▸ **Exercise inputs**:
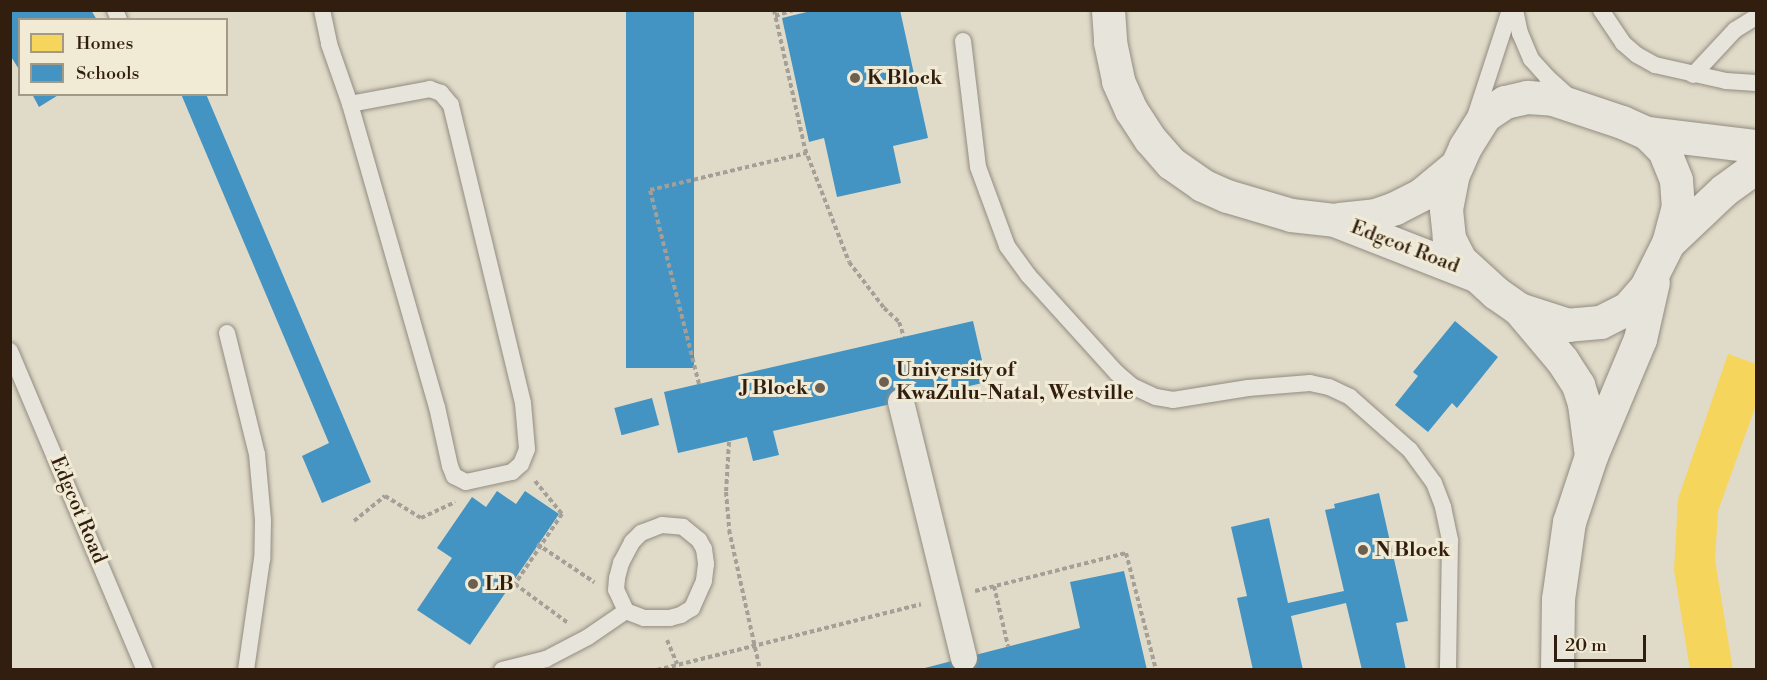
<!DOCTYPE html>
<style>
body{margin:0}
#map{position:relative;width:1767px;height:680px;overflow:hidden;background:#e0dac8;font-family:"Libre Bodoni",serif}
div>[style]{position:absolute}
.homes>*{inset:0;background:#f6d55c}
.schools>*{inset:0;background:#4393c3;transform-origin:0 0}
.path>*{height:4px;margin-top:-2px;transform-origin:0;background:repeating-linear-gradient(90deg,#a4a098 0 4.5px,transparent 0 7.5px)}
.roads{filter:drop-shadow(0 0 2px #928c81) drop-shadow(0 0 2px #928c81)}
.service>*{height:16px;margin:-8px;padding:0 8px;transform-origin:8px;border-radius:8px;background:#e7e4db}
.tertiary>*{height:33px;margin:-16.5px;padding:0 16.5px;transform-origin:16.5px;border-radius:16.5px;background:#e7e4db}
.bridges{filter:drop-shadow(0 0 2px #928c81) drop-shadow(0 0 2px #928c81)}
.pedestrian-bridge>*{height:26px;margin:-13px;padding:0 13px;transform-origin:13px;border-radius:13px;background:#e7e4db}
.dots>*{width:16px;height:16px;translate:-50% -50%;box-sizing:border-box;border:3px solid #f1ebd5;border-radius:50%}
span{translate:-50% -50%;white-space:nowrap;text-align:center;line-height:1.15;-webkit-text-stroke:6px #f1ebd5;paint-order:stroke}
.poi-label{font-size:20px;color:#311e0f;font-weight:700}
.left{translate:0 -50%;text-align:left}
.right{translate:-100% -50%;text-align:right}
.street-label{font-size:20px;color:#311e0f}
.frame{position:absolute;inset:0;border:12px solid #311e0f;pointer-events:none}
.legend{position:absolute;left:18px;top:18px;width:210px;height:78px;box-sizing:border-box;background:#f1ebd5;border:2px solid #a49986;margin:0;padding:8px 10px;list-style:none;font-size:18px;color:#311e0f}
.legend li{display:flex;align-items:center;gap:12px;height:30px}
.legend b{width:30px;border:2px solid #a49986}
.scale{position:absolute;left:1554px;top:635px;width:92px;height:27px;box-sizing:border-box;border:3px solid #311e0f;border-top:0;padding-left:8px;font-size:18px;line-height:21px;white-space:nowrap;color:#311e0f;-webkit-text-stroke:4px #f1ebd5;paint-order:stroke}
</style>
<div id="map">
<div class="homes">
<i style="clip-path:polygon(1728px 354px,1756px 364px,1756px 405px,1718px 511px,1715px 560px,1733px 670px,1690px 670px,1674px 570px,1678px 499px)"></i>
</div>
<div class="schools">
<i style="clip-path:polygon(10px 10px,91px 10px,97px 20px,20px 20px,20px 71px,10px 55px)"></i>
<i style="left:626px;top:10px;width:68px;height:358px"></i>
<i style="clip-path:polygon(815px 10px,900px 10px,928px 138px,893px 146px,901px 183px,837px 197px,824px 138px,809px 142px,782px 18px)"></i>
<i style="clip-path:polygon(32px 94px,60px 94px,39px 107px)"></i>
<i style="clip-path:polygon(181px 94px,206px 94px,371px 482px,322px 503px,302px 456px,329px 443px)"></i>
<i style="clip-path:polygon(973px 321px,987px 382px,773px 431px,779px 455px,753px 461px,747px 437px,678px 453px,664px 392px)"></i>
<i style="clip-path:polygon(1455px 321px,1498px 357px,1457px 408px,1452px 403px,1428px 432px,1395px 405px,1418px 376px,1413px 372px)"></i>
<i style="left:652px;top:398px;width:28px;height:39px;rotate:75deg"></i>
<i style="clip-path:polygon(497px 491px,516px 504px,525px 491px,559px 514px,470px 645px,417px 610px,452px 558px,437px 548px,472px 497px,486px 507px)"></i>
<i style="clip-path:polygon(1379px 493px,1408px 621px,1396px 623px,1406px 670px,1362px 670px,1346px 603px,1291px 616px,1303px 670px,1253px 670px,1237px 598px,1247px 596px,1231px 527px,1269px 518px,1288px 603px,1344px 591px,1325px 510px,1335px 508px,1334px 504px)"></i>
<i style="clip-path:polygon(1124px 571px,1147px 670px,917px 670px,1080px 628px,1070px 582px)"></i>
</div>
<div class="path">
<i style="left:774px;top:10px;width:142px;rotate:77.4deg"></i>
<i style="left:805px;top:149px;width:121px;rotate:68.7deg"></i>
<i style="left:849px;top:262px;width:58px;rotate:52.7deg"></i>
<i style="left:884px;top:308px;width:21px;rotate:43deg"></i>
<i style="left:899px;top:322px;width:16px;rotate:72deg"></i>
<i style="left:775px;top:16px;width:20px;rotate:-18deg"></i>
<i style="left:699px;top:384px;width:200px;rotate:-104.2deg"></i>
<i style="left:650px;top:190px;width:161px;rotate:-13.3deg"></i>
<i style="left:729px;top:442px;width:50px;rotate:93.4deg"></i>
<i style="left:726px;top:492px;width:38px;rotate:85deg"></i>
<i style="left:729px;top:530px;width:143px;rotate:77.5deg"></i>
<i style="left:535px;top:481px;width:43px;rotate:50.7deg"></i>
<i style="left:562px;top:514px;width:84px;rotate:123.9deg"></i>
<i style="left:515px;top:584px;width:66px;rotate:36.3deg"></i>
<i style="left:354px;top:521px;width:40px;rotate:-39deg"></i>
<i style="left:385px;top:496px;width:42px;rotate:31.4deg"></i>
<i style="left:421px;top:518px;width:38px;rotate:-25deg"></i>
<i style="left:537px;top:544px;width:69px;rotate:33.7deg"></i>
<i style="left:994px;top:586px;width:62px;rotate:76.9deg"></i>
<i style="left:975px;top:591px;width:156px;rotate:-14.1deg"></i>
<i style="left:1126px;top:553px;width:121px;rotate:75.6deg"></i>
<i style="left:667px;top:640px;width:26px;rotate:67deg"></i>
<i style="left:657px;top:670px;width:272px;rotate:-14deg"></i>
</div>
<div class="roads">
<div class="service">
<i style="left:115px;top:10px;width:11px;rotate:68deg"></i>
<i style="left:322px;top:10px;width:35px;rotate:78deg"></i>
<i style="left:329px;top:44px;width:64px;rotate:70.7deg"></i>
<i style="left:350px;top:104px;width:315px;rotate:74deg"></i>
<i style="left:437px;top:407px;width:60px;rotate:77.6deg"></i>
<i style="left:450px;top:466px;width:11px;rotate:68deg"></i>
<i style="left:454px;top:476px;width:13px;rotate:27deg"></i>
<i style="left:466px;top:482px;width:47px;rotate:-12.3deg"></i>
<i style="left:512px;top:472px;width:12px;rotate:-42deg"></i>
<i style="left:521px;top:464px;width:16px;rotate:-68deg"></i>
<i style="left:527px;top:449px;width:46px;rotate:-95deg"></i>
<i style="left:523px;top:403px;width:307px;rotate:-103.6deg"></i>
<i style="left:451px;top:105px;width:16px;rotate:-130deg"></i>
<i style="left:441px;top:93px;width:12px;rotate:-160deg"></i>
<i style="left:430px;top:89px;width:81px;rotate:169.4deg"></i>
<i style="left:1515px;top:10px;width:24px;rotate:78deg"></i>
<i style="left:1520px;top:33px;width:28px;rotate:67deg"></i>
<i style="left:1531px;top:59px;width:24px;rotate:48deg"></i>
<i style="left:1547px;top:77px;width:28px;rotate:42deg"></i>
<i style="left:1601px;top:10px;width:40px;rotate:56deg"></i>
<i style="left:1623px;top:43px;width:18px;rotate:41deg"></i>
<i style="left:1637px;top:55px;width:21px;rotate:29deg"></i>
<i style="left:1655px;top:65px;width:73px;rotate:12.7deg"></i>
<i style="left:1726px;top:81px;width:30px;rotate:4deg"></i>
<i style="left:963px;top:41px;width:127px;rotate:83.2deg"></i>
<i style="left:978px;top:167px;width:84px;rotate:69.8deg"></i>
<i style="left:1007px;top:246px;width:36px;rotate:54deg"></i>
<i style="left:1028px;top:275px;width:132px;rotate:47.8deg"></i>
<i style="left:1117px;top:373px;width:20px;rotate:41deg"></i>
<i style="left:1132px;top:386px;width:26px;rotate:25deg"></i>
<i style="left:1156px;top:397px;width:17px;rotate:10deg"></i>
<i style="left:1173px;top:400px;width:76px;rotate:-9.1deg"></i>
<i style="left:1248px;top:388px;width:62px;rotate:-4.6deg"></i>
<i style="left:1310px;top:383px;width:19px;rotate:12deg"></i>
<i style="left:1329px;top:387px;width:23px;rotate:25deg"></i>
<i style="left:1350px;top:397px;width:80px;rotate:41.5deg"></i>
<i style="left:1410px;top:450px;width:41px;rotate:54deg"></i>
<i style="left:1434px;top:483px;width:26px;rotate:69deg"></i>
<i style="left:1443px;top:507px;width:35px;rotate:78deg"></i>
<i style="left:1450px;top:541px;width:129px;rotate:90.9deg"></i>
<i style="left:1693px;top:75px;width:62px;rotate:-47deg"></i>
<i style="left:1735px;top:30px;width:25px;rotate:-32deg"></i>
<i style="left:1474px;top:120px;width:116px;rotate:-71.9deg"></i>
<i style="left:227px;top:333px;width:125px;rotate:76.1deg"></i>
<i style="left:257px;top:454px;width:66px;rotate:84.8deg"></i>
<i style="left:263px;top:520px;width:39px;rotate:91deg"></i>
<i style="left:262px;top:559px;width:112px;rotate:98.2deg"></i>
<i style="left:10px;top:351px;width:346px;rotate:67.1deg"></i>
<i style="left:662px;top:525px;width:21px;rotate:5deg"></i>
<i style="left:683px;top:527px;width:21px;rotate:39deg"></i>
<i style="left:699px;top:540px;width:10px;rotate:61deg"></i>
<i style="left:704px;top:549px;width:15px;rotate:82deg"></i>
<i style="left:706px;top:564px;width:17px;rotate:97deg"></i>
<i style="left:704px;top:581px;width:30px;rotate:114deg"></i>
<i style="left:692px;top:608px;width:13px;rotate:148deg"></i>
<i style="left:681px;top:615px;width:11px;rotate:165deg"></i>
<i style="left:670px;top:618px;width:26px;rotate:180deg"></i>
<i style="left:644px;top:618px;width:19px;rotate:-159deg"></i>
<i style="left:626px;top:611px;width:23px;rotate:-115deg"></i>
<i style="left:616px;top:590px;width:12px;rotate:-85deg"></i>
<i style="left:617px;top:578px;width:16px;rotate:-75deg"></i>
<i style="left:621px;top:563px;width:24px;rotate:-62deg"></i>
<i style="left:632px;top:542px;width:13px;rotate:-45deg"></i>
<i style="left:641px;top:533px;width:22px;rotate:-21deg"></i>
<i style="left:502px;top:670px;width:45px;rotate:-14deg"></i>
<i style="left:546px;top:659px;width:47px;rotate:-27.6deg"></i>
<i style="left:588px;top:637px;width:46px;rotate:-34.4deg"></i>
</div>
<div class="tertiary">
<i style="left:1108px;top:10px;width:32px;rotate:86deg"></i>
<i style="left:1110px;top:42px;width:40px;rotate:78deg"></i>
<i style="left:1118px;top:81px;width:32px;rotate:66deg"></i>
<i style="left:1131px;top:110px;width:35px;rotate:57deg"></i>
<i style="left:1150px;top:139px;width:32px;rotate:49deg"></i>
<i style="left:1171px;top:163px;width:38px;rotate:35deg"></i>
<i style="left:1202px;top:185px;width:27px;rotate:24deg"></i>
<i style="left:1227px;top:196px;width:67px;rotate:16.5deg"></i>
<i style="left:1291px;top:215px;width:43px;rotate:6.6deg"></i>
<i style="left:1334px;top:220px;width:151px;rotate:21.3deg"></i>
<i style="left:1527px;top:97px;width:26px;rotate:4deg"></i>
<i style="left:1553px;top:99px;width:73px;rotate:18.4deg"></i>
<i style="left:1622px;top:122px;width:27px;rotate:24deg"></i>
<i style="left:1647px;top:133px;width:24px;rotate:45deg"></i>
<i style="left:1664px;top:150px;width:32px;rotate:68deg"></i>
<i style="left:1676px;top:180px;width:26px;rotate:86deg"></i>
<i style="left:1678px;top:206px;width:38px;rotate:105deg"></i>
<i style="left:1668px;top:243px;width:49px;rotate:116.6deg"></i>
<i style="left:1646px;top:287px;width:28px;rotate:131deg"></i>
<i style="left:1628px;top:308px;width:31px;rotate:153deg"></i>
<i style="left:1600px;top:322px;width:32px;rotate:175deg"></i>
<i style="left:1568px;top:325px;width:52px;rotate:-161.9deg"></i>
<i style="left:1519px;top:309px;width:28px;rotate:-145deg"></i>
<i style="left:1496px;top:293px;width:49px;rotate:-137.5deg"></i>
<i style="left:1460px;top:260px;width:25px;rotate:-117deg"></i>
<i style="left:1449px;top:238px;width:29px;rotate:-96deg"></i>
<i style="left:1446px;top:209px;width:36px;rotate:-79deg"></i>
<i style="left:1453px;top:174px;width:30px;rotate:-66deg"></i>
<i style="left:1465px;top:147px;width:36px;rotate:-58deg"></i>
<i style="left:1484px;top:116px;width:25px;rotate:-34deg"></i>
<i style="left:1505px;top:102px;width:23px;rotate:-13deg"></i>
<i style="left:1647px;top:133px;width:110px;rotate:6.8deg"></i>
<i style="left:1339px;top:219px;width:36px;rotate:-6deg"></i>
<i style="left:1375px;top:215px;width:21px;rotate:-19deg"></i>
<i style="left:1395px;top:208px;width:30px;rotate:-27deg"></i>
<i style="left:1422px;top:194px;width:45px;rotate:-39.6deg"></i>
<i style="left:1668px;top:243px;width:77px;rotate:-43.4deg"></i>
<i style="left:1724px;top:190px;width:39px;rotate:-36deg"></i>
<i style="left:1519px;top:309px;width:67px;rotate:49.9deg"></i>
<i style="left:1562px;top:360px;width:30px;rotate:57deg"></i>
<i style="left:1578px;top:385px;width:20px;rotate:72deg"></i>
<i style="left:1584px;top:404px;width:52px;rotate:82.3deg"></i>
<i style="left:1557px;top:670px;width:71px;rotate:-89.2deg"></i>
<i style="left:1558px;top:599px;width:78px;rotate:-81.9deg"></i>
<i style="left:1569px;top:522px;width:70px;rotate:-71.6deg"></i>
<i style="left:1591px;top:456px;width:127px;rotate:-67.3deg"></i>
<i style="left:1640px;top:339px;width:58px;rotate:-77.2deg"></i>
</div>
</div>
<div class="bridges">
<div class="pedestrian-bridge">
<i style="left:901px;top:402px;width:264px;rotate:76.2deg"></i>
</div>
</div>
<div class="dots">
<i style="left:855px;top:78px;background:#6e6050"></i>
<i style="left:884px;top:382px;background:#6e6050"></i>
<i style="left:820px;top:388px;background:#6e6050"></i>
<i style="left:1363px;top:550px;background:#6e6050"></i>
<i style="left:473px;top:584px;background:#6e6050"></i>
</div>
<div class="poi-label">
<span class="left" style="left:867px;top:78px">K Block</span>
<span class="left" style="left:896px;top:382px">University of<br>KwaZulu-Natal, Westville</span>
<span class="right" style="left:808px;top:388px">J Block</span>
<span class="left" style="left:1375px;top:550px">N Block</span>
<span class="left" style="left:485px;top:584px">LB</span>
</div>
<div class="street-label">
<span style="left:1405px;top:247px;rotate:21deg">Edgcot Road</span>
<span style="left:78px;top:510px;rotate:67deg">Edgcot Road</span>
</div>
<div class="frame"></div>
<ul class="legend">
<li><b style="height:16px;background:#f6d55c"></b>Homes</li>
<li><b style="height:16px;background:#4393c3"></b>Schools</li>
</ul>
<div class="scale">20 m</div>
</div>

▸ **Requirement**: Please show the lines in the entries above that hold the string "service".

▸ **Written response**:
.service>*{height:16px;margin:-8px;padding:0 8px;transform-origin:8px;border-radius:8px;background:#e7e4db}
<div class="service">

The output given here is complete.